▸ **SUPPLIED ENTRIES**:
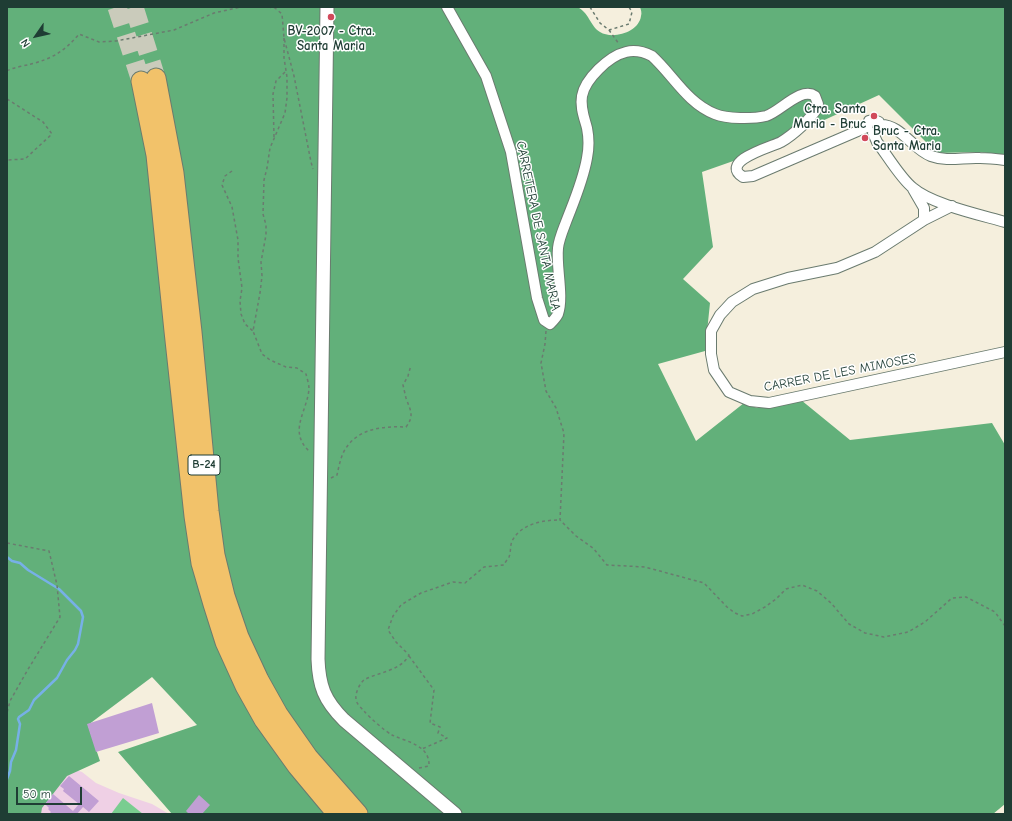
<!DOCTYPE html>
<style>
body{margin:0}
#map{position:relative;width:1012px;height:821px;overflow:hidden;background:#f5efdd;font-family:"Comic Neue",sans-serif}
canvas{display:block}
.frame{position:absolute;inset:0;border:8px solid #1f3d34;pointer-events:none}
.north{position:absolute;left:16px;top:16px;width:40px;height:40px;-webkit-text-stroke:3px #fff;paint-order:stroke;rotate:236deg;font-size:11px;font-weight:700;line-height:16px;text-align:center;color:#1f3d34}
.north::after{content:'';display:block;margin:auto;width:14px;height:18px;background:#1f3d34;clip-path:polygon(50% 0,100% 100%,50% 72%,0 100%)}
.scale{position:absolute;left:16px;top:787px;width:66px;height:18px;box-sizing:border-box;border:2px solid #1f3d34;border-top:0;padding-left:5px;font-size:12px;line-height:14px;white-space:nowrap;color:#1f3d34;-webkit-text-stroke:3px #fff;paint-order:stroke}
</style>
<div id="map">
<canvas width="1012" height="821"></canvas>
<div class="frame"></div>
<div class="north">N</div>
<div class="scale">50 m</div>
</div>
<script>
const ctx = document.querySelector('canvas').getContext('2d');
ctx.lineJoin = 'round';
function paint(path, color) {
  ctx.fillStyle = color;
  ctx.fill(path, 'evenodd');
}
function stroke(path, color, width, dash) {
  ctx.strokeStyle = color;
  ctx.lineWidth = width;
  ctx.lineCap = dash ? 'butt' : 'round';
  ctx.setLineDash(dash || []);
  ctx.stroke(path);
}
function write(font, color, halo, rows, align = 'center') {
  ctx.font = font + ' "Comic Neue",sans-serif';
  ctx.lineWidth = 3;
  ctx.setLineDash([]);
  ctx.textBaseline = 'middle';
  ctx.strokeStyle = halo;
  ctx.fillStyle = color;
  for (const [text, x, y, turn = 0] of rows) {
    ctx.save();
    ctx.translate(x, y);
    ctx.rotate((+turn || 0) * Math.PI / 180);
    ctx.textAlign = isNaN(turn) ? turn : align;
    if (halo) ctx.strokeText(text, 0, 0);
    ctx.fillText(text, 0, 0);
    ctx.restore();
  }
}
paint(new Path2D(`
 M 73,769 L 82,772 L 96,783 L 119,793 L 152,804 L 169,814 L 41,814 L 43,796 Z`), '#efd0e5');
paint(new Path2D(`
 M 123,798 L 143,814 L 111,814 Z`), '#79cd90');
paint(new Path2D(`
 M 7,7 L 577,7 C 589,12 590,26 600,32 C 613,40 639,32 641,16 C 642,13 641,10 640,7 L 1005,7 L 1005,155 L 979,152 L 937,153 L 879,95 L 739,159 L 702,172 L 713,247 L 683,279 L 710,303 L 705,351 L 658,364 L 696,441 L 744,403 L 757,408 L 801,400 L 850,440 L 992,423 L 1005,445 L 1005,804 L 993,814 L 172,814 L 118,752 L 197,725 L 152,677 L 88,725 L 100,761 L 67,776 L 42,808 L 41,814 L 7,814 Z`), '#62b07a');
stroke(new Path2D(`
 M 7,557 L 12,561 L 20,563 L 28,570 L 59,589 L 81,611 L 83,617 L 78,644 L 75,650 L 67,660 L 57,678 L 34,700 L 29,710 L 19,717 L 18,719 L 20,724 L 16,750 L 11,762 L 10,771 L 7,779`), '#77b0e7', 2.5);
paint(new Path2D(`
 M 152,703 L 159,733 L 96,752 L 87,724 Z
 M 69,776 L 99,801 L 89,812 L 83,807 L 77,814 L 49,814 L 51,812 L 48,809 L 49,808 L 45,804 L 53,794 L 73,811 L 79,804 L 63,791 L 64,789 L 60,786 Z
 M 199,795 L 210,805 L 202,814 L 189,814 L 186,811 Z`), '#c19fd4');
stroke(new Path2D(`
 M 117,7 L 141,81
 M 134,7 L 156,78`), '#cacbbb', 19, [19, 10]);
const minor = new Path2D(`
 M 447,7 L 486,76 L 511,152 L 537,298 L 544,320 L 550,324 C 553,321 556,318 558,314 C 564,296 556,268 558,248 C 559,239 563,230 566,222 C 574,201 583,181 587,158 C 589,148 589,138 587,128 C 584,117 580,107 582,96 C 585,79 609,56 626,52 C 634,50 644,52 652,56 C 673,75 687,103 715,114 C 727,119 753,119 766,116 C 780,112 801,86 815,96 L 818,104 L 817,108 C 811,119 793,135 781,142 C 774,146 718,161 743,177 L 753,176 L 867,127
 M 880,125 C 901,124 912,149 931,156 C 947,162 964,157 980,158 C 989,158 997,159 1005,160
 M 867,127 L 869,121 L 874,120 L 879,122 L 880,125
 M 873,133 L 877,142 C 887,155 901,179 913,188 C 931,204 981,215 1005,222
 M 913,189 L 924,208 L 924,220
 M 952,206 L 924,220 L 875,252 L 837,268 L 788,278 L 753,289 L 732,302 L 720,315 L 711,331 L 711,354 L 714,370 L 729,392 L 750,401 L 769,403 L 1005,352`);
const tertiary = new Path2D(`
 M 327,7 L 318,659 C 319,686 324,700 344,720 L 455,814`);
const motorway = new Path2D(`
 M 156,78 L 174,173 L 192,332 L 209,511 L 215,555 L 225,596 L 239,637 L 259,680 L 278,714 L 308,757 L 358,814
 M 141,81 L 156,155 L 174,331 L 194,516 L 201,563 L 213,604 L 225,642 L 245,686 L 264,720 L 297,766 L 337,814`);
stroke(minor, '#6a7b6f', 12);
stroke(tertiary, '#6a7b6f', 15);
stroke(motorway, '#6a7b6f', 21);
stroke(new Path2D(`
 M 255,7 L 268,7
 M 268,7 L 275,8 L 282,14 L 284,38 L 294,76 L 311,162 L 313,169
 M 590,7 L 600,23 L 609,30 L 629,24 L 632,12 L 629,7
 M 609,30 L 619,44
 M 284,38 L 284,58 L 287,77 L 287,98 L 285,113 L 270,148 L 267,168 L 264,180 L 263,214 L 266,225 L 266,235 L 261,262 L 262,276 L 260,293 L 253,331 L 262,354 L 270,360 L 286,367 L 297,368 L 306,374 C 307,378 309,384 309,389 C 307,412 288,431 309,451
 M 7,71 C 14,67 24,66 31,64 C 52,59 66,50 79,34 L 99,42 L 116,41 L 174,30 L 214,13 L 241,7
 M 7,99 L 43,122 L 52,134 L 25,159 L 7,160
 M 274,137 L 273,94 L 276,81 L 286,71
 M 232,171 L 225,176 L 222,185 L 232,207 L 238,240 L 238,258 L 242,288 L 240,301 L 241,314 L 245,324 L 253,331
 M 546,331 L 545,344 L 541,363 L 546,391 L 556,408 L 564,433 L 560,520 L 576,536 L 593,548 L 607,565 L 645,567 L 704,583 L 727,607 L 735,613 L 742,616 L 752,614 L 765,607 L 776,599 L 786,589 L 802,585 L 817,591 L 831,603 L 849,624 L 865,633 L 884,637 L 908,632 L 925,622 L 952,598 L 966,597 L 995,612 L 1005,626
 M 331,478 L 337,475 C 339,466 341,455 346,448 C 359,428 384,426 406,427 C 415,415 410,410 406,398 C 405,394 404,389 403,385 L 408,376 L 411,365
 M 7,543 L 49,551 L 57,585 L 60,617 L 27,671 L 10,701 L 7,713
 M 409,656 L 434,690 L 430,723 L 440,727 L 438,733 L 447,738 L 422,749
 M 419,768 L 429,766 C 430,745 407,742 392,735 C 385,731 370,718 364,711 C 361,708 356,703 356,699 C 355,693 360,683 364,680 C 378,672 401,671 409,655 L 396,642 L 388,630 L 393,616 L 401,605 L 409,600 L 421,593 L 453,582 L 465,583 L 484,567 L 504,565 C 505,562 508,559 509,557 C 511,552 510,546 512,541 C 521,524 542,520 560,520`), '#6a7b6f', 1.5, [3, 3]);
stroke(minor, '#fff', 10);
stroke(tertiary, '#fff', 13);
stroke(motorway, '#f2c26a', 19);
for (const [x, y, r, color] of [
 [331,17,4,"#d1495b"],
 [874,116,4,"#d1495b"],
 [865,138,4,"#d1495b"]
]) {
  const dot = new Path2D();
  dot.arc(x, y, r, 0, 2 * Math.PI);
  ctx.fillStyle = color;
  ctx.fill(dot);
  stroke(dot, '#fff', 1.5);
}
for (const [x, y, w] of [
 [204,465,32]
]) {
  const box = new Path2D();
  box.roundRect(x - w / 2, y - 10, w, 20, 3);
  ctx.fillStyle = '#fff';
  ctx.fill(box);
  stroke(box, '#1f3d34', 1);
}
write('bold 12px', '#1f3d34', null, [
 ["B-24",204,465]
]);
write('bold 13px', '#1f3d34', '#fff', [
 ["BV-2007 - Ctra.",331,31],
 ["Santa Maria",331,46],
 ["Ctra. Santa",866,109,"right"],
 ["Maria - Bruc",866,124,"right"],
 ["Bruc - Ctra.",873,131,"left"],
 ["Santa Maria",873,146,"left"]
]);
write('13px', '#1f3d34', '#fff', [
 ["CARRETERA DE SANTA MARIA",538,226,78],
 ["CARRER DE LES MIMOSES",840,373,-11]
]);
</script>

▸ **TASK DESCRIPTION**:
Please output the lines of the listing above that fall in the stretch from the one with "ctx.setLineDash(dash || []);" through the one with "M 117,7 L 141,81", exactly and only those.

▸ **ANSWER**:
  ctx.setLineDash(dash || []);
  ctx.stroke(path);
}
function write(font, color, halo, rows, align = 'center') {
  ctx.font = font + ' "Comic Neue",sans-serif';
  ctx.lineWidth = 3;
  ctx.setLineDash([]);
  ctx.textBaseline = 'middle';
  ctx.strokeStyle = halo;
  ctx.fillStyle = color;
  for (const [text, x, y, turn = 0] of rows) {
    ctx.save();
    ctx.translate(x, y);
    ctx.rotate((+turn || 0) * Math.PI / 180);
    ctx.textAlign = isNaN(turn) ? turn : align;
    if (halo) ctx.strokeText(text, 0, 0);
    ctx.fillText(text, 0, 0);
    ctx.restore();
  }
}
paint(new Path2D(`
 M 73,769 L 82,772 L 96,783 L 119,793 L 152,804 L 169,814 L 41,814 L 43,796 Z`), '#efd0e5');
paint(new Path2D(`
 M 123,798 L 143,814 L 111,814 Z`), '#79cd90');
paint(new Path2D(`
 M 7,7 L 577,7 C 589,12 590,26 600,32 C 613,40 639,32 641,16 C 642,13 641,10 640,7 L 1005,7 L 1005,155 L 979,152 L 937,153 L 879,95 L 739,159 L 702,172 L 713,247 L 683,279 L 710,303 L 705,351 L 658,364 L 696,441 L 744,403 L 757,408 L 801,400 L 850,440 L 992,423 L 1005,445 L 1005,804 L 993,814 L 172,814 L 118,752 L 197,725 L 152,677 L 88,725 L 100,761 L 67,776 L 42,808 L 41,814 L 7,814 Z`), '#62b07a');
stroke(new Path2D(`
 M 7,557 L 12,561 L 20,563 L 28,570 L 59,589 L 81,611 L 83,617 L 78,644 L 75,650 L 67,660 L 57,678 L 34,700 L 29,710 L 19,717 L 18,719 L 20,724 L 16,750 L 11,762 L 10,771 L 7,779`), '#77b0e7', 2.5);
paint(new Path2D(`
 M 152,703 L 159,733 L 96,752 L 87,724 Z
 M 69,776 L 99,801 L 89,812 L 83,807 L 77,814 L 49,814 L 51,812 L 48,809 L 49,808 L 45,804 L 53,794 L 73,811 L 79,804 L 63,791 L 64,789 L 60,786 Z
 M 199,795 L 210,805 L 202,814 L 189,814 L 186,811 Z`), '#c19fd4');
stroke(new Path2D(`
 M 117,7 L 141,81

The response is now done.